Pelissier est collé dans la boue, son casque vissé sur la tête. Le bleu délavé de son uniforme n’est plus qu’une constellation de tâches brunâtres et grises. Il tient son Lebel contre lui.
Hier encore, dans les ruines de l’usine de phosphate, au plus fort des combats contre les boches avant que le régiment ne soit contraint de reculer sur les berges de la Meuse, il faisait montre d’un courage qui n’a eu de cesse, depuis notre rencontre il y a dix mois, de m’étonner. Mais cette nuit, alors que nos artiflots comme ceux d’en face se concurrençaient pour ensevelir toute la zone sous les shrapnels et la mort, la folle rumeur a trouvé un meilleur chemin que le notre pour traverser la Meuse et arriver jusqu’à nous. Elle confirmait la précédente, qui voulait que le 7 novembre des fritz avaient traversé les lignes françaises du côté de Haudroy pour taper la causette avec nos galonnards. C’est maintenant d’un armistice qu’on causait, pour aujourd’hui. Je revois encore ce binoclard nous le dire, à la lueur des fusées éclairantes et des explosions faisant ressembler cette nuit à celle du 14 juillet, trainant avec lui un pauvre type de la 10ème, pour lequel un éclat d’obus avait décidé qu’il ne marcherait plus que sur une guibole s’il passait la nuit. Depuis cette nouvelle, Pelissier jette un regard tout autre sur cette guerre et compte bien l’achever comme il l’a débutée, c’est-à-dire en vie.

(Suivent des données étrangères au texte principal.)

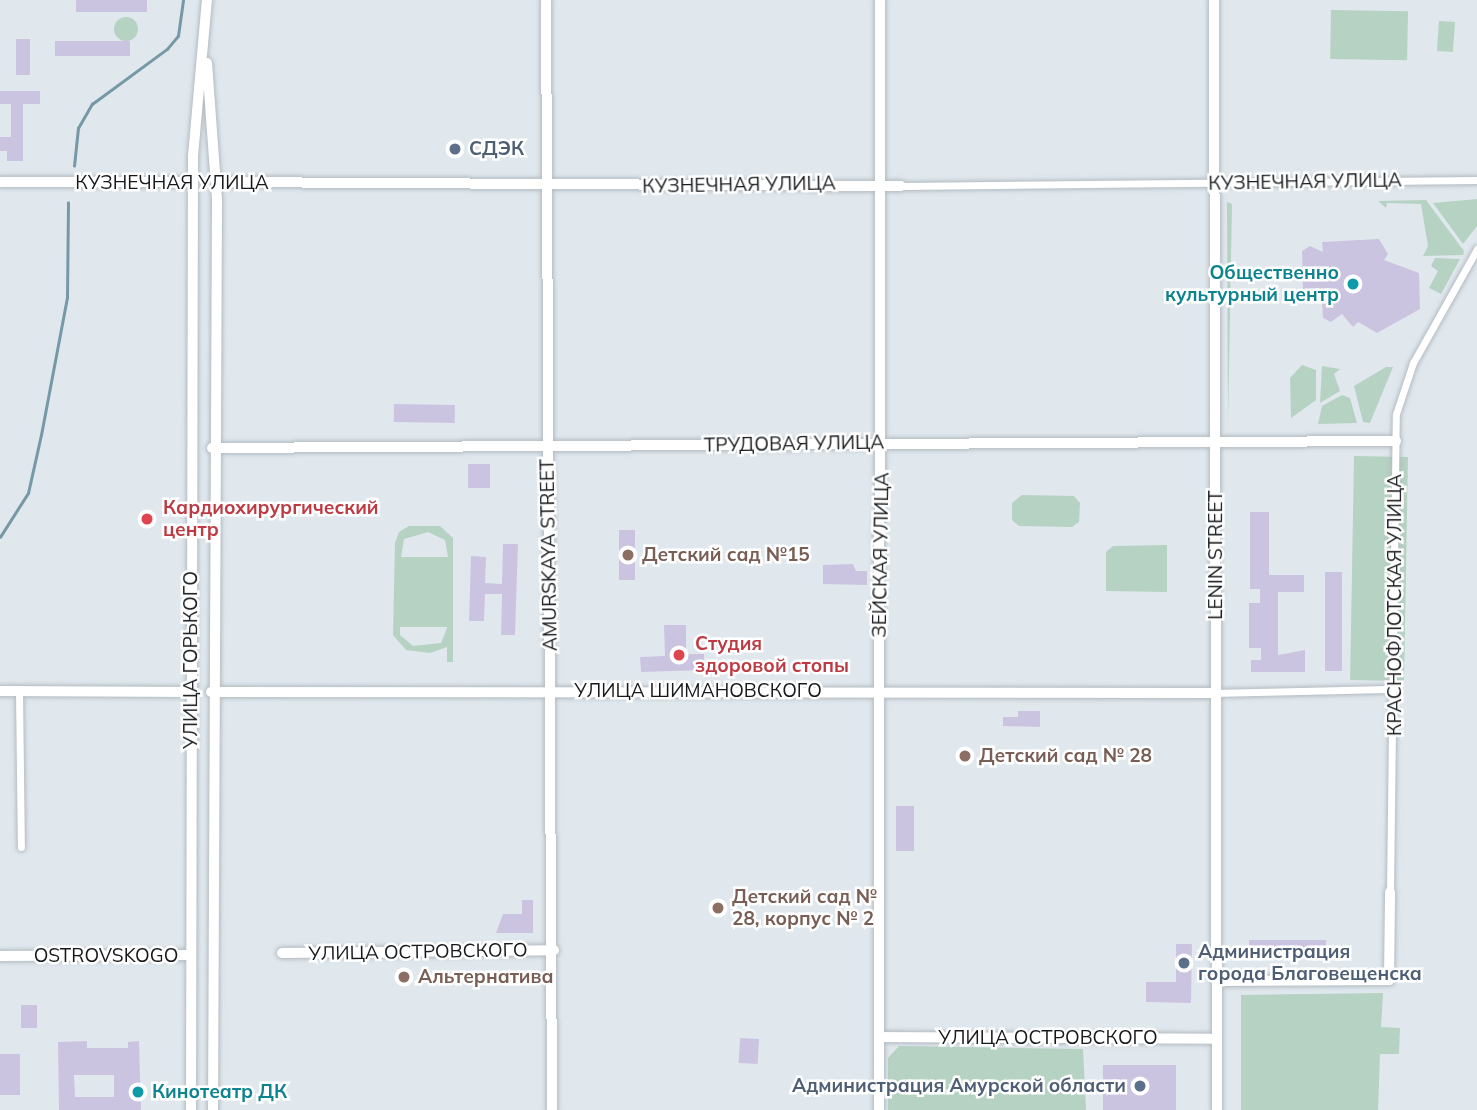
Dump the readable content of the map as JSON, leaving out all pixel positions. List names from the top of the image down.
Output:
{
  "streets": {
    "main road": [
      "КУЗНЕЧНАЯ УЛИЦА",
      "ТРУДОВАЯ УЛИЦА",
      "УЛИЦА ГОРЬКОГО",
      "УЛИЦА ШИМАНОВСКОГО",
      "OSTROVSKOGO"
    ],
    "street": [
      "AMURSKAYA STREET",
      "ЗЕЙСКАЯ УЛИЦА",
      "LENIN STREET",
      "КРАСНОФЛОТСКАЯ УЛИЦА",
      "УЛИЦА ОСТРОВСКОГО"
    ]
  },
  "crossings": [
    ["КУЗНЕЧНАЯ УЛИЦА", "AMURSKAYA STREET"],
    ["КУЗНЕЧНАЯ УЛИЦА", "ЗЕЙСКАЯ УЛИЦА"],
    ["КУЗНЕЧНАЯ УЛИЦА", "LENIN STREET"],
    ["КУЗНЕЧНАЯ УЛИЦА", "УЛИЦА ГОРЬКОГО"],
    ["ТРУДОВАЯ УЛИЦА", "AMURSKAYA STREET"],
    ["ТРУДОВАЯ УЛИЦА", "ЗЕЙСКАЯ УЛИЦА"],
    ["ТРУДОВАЯ УЛИЦА", "LENIN STREET"],
    ["ТРУДОВАЯ УЛИЦА", "КРАСНОФЛОТСКАЯ УЛИЦА"],
    ["ТРУДОВАЯ УЛИЦА", "УЛИЦА ГОРЬКОГО"],
    ["AMURSKAYA STREET", "УЛИЦА ШИМАНОВСКОГО"],
    ["AMURSKAYA STREET", "УЛИЦА ОСТРОВСКОГО"],
    ["ЗЕЙСКАЯ УЛИЦА", "УЛИЦА ШИМАНОВСКОГО"],
    ["ЗЕЙСКАЯ УЛИЦА", "УЛИЦА ОСТРОВСКОГО"],
    ["LENIN STREET", "КРАСНОФЛОТСКАЯ УЛИЦА"],
    ["LENIN STREET", "УЛИЦА ШИМАНОВСКОГО"],
    ["LENIN STREET", "УЛИЦА ОСТРОВСКОГО"],
    ["КРАСНОФЛОТСКАЯ УЛИЦА", "УЛИЦА ШИМАНОВСКОГО"],
    ["УЛИЦА ГОРЬКОГО", "УЛИЦА ШИМАНОВСКОГО"],
    ["УЛИЦА ГОРЬКОГО", "OSTROVSKOGO"]
  ],
  "places": [
    "СДЭК",
    "Общественно культурный центр",
    "Кардиохирургический центр",
    "Детский сад №15",
    "Студия здоровой стопы",
    "Детский сад № 28",
    "Детский сад № 28, корпус № 2",
    "Администрация города Благовещенска",
    "Альтернатива",
    "Администрация Амурской области",
    "Кинотеатр ДК"
  ]
}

Le feu des canons de 77, 150 et 210 des boches reprend de plus belle, pilonnant en rugissant ces quelques centaines de malheureux comme moi terrés dans les trous d’obus ou creusés dans le sol dur. Ces biffins du 415ème, lancés dans une ultime tourmente après avoir du traverser la Meuse déchaînée, « coûte que coûte », de nuit sur des planches et des poutrelles branlantes, dans le brouillard et sous le feu aveugle des mitrailleuses allemandes. Les batteries françaises de 75 et de 155 leur répondent, crachant sur le devant de notre ligne leurs engins de mort. Entre les volutes et les tourbillons de poussière et de terre, ça sent le souffre, le brûlé et on peut voir les explosions parsemer la cote devant nous. Le tac-tac-tac régulier des mitrailleuses allemandes répond aux claquements caractéristiques de nos Hotchkiss. Je fais cracher mon lebel, voyant au loin quelques formes arrondies ramper vers nos lignes.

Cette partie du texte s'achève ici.